(What you should do) The output should consist solely of the lines running from the one that contains "I am building" through the end of the records below, copied exactly.

[Saved entries]
++++++++++++++++++++
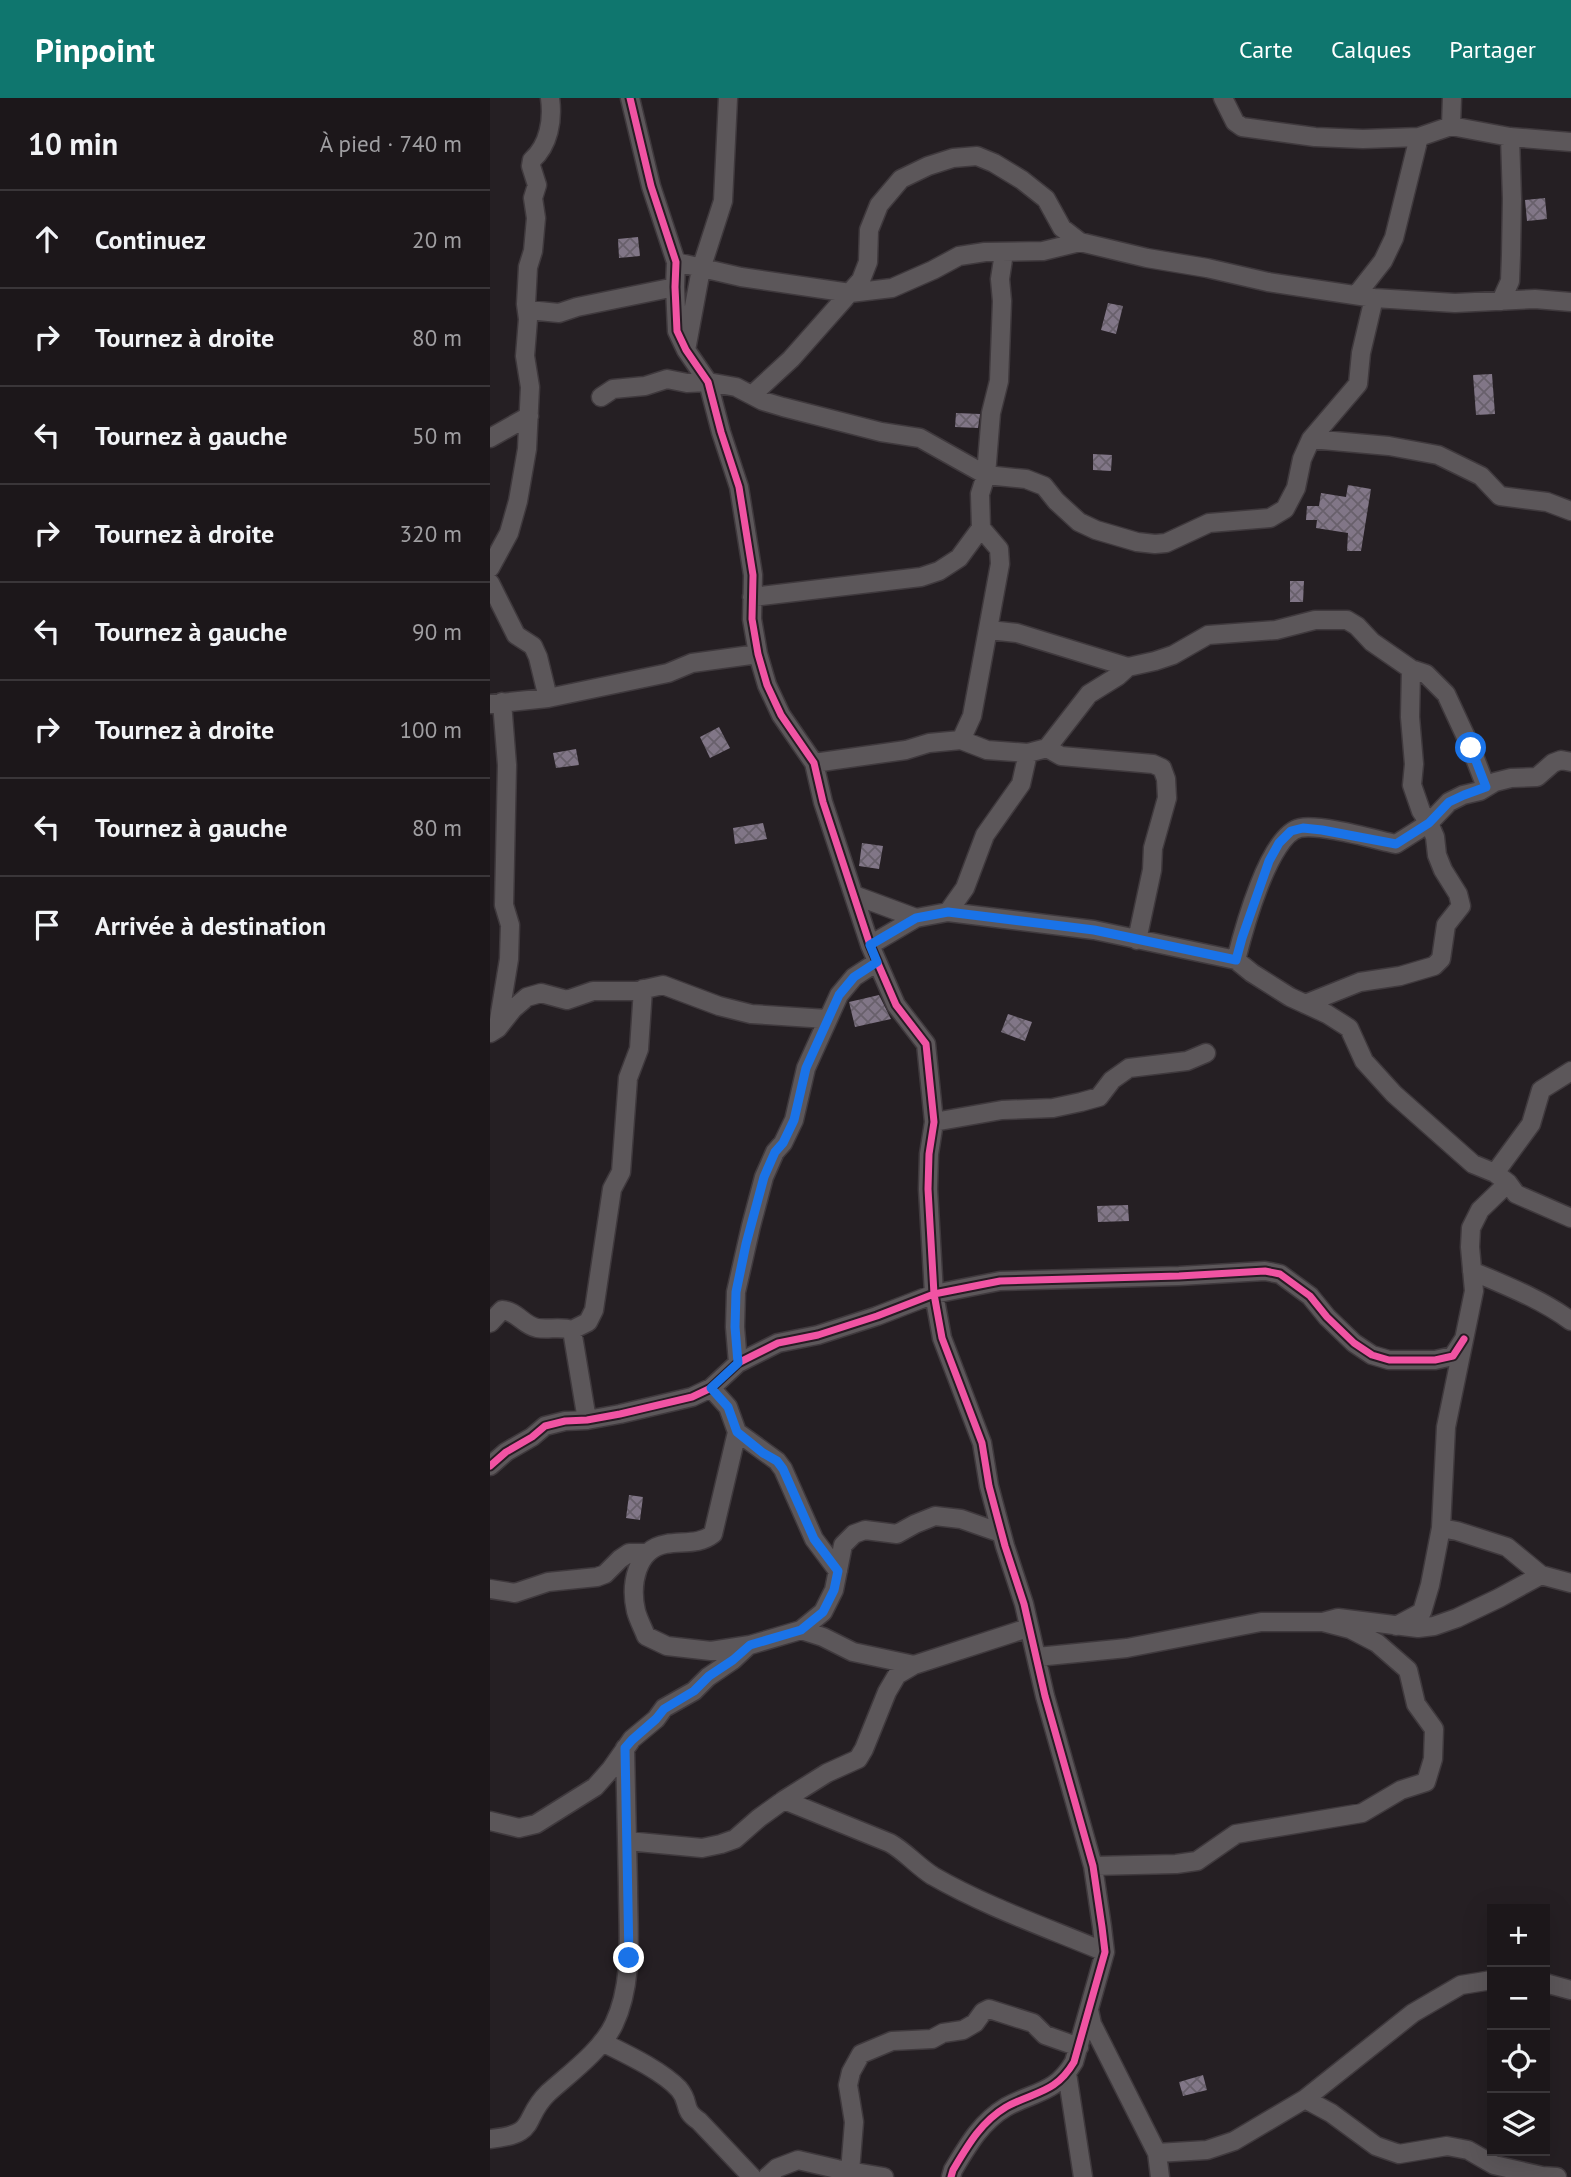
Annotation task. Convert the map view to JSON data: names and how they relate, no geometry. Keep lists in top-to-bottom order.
{
  "page": {
    "header": "Pinpoint",
    "nav": ["Carte", "Calques", "Partager"],
    "heading": ["10 min", "À pied · 740 m"],
    "list": [
      ["Continuez", "20 m"],
      ["Tournez à droite", "80 m"],
      ["Tournez à gauche", "50 m"],
      ["Tournez à droite", "320 m"],
      ["Tournez à gauche", "90 m"],
      ["Tournez à droite", "100 m"],
      ["Tournez à gauche", "80 m"],
      "Arrivée à destination"
    ],
    "map_buttons": ["+", "−"]
  }
}
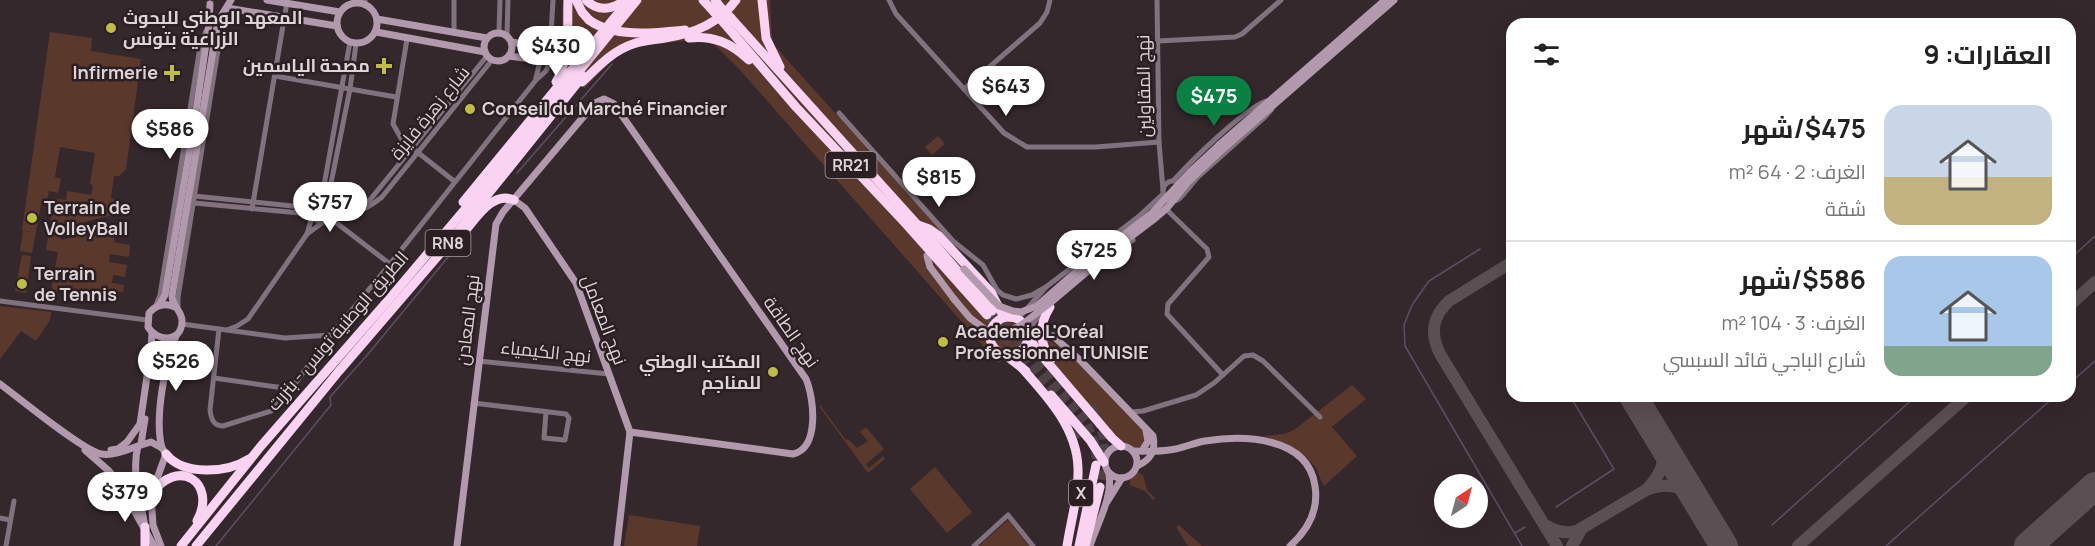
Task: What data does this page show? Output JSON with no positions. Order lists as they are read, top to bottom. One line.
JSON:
{"streets":{"highway":["RR21","RN8","الطريق الوطنية تونس - بنزرت","X"],"street":["نهج المقاولين","شارع زهرة فايزة","نهج المعادن","نهج المعامل","نهج الطاقة","نهج الكيمياء"]},"crossings":[["RN8","الطريق الوطنية تونس - بنزرت"],["نهج المعادن","نهج المعامل"],["نهج المعادن","نهج الطاقة"],["نهج المعادن","نهج الكيمياء"],["نهج المعامل","نهج الطاقة"],["نهج المعامل","نهج الكيمياء"]],"places":{"other":["المعهد الوطني للبحوث الزراعية بتونس","Conseil du Marché Financier","Terrain de VolleyBall","Terrain de Tennis","Academie L'Oréal Professionnel TUNISIE","المكتب الوطني للمناجم"],"health":["مصحة الياسمين","Infirmerie"]},"north":"top right","page":{"heading":"العقارات: 9","price":["$430","$643","$475","$586","$815","$757","$725","$526","$379"],"list":[{"name":"$475/شهر","note":"الغرف: 2 · 64 m² · شقة"},{"name":"$586/شهر","note":"الغرف: 3 · 104 m² · شارع الباجي قائد السبسي"}]}}
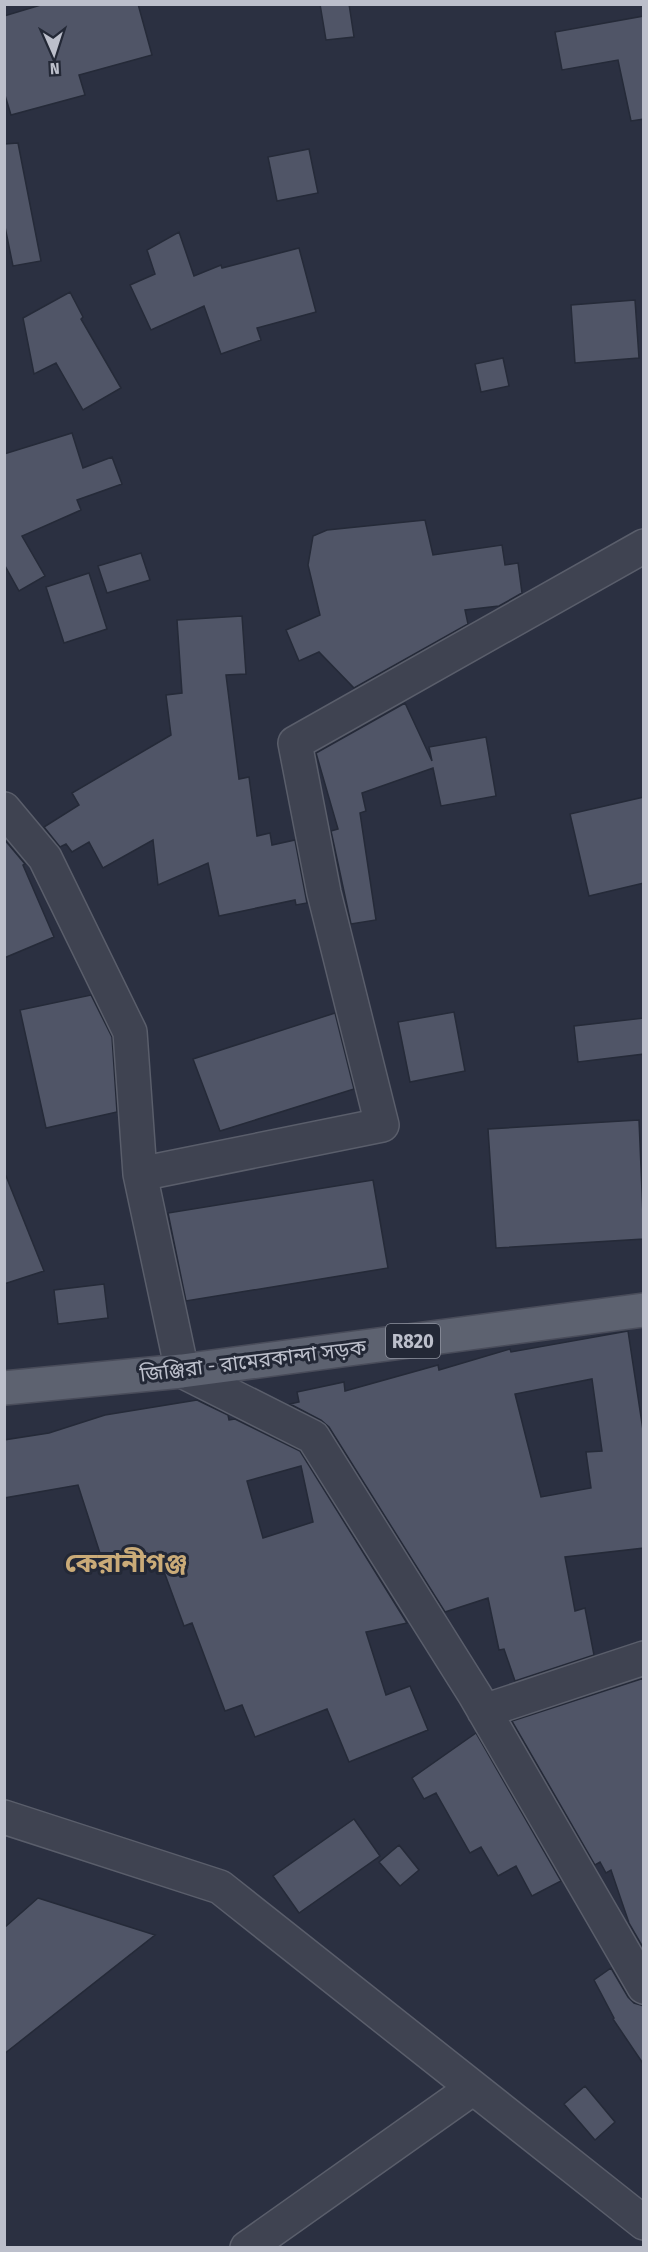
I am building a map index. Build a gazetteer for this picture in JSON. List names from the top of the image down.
{
  "streets": {
    "main road": ["R820", "জিঞ্জিরা - রামেরকান্দা সড়ক"]
  },
  "districts": ["কেরানীগঞ্জ"],
  "north": "bottom"
}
++++++++++++++++++++
(Exercise output)
I am building a map index. Build a gazetteer for this picture in JSON. List names from the top of the image down.
{
  "streets": {
    "main road": ["R820", "জিঞ্জিরা - রামেরকান্দা সড়ক"]
  },
  "districts": ["কেরানীগঞ্জ"],
  "north": "bottom"
}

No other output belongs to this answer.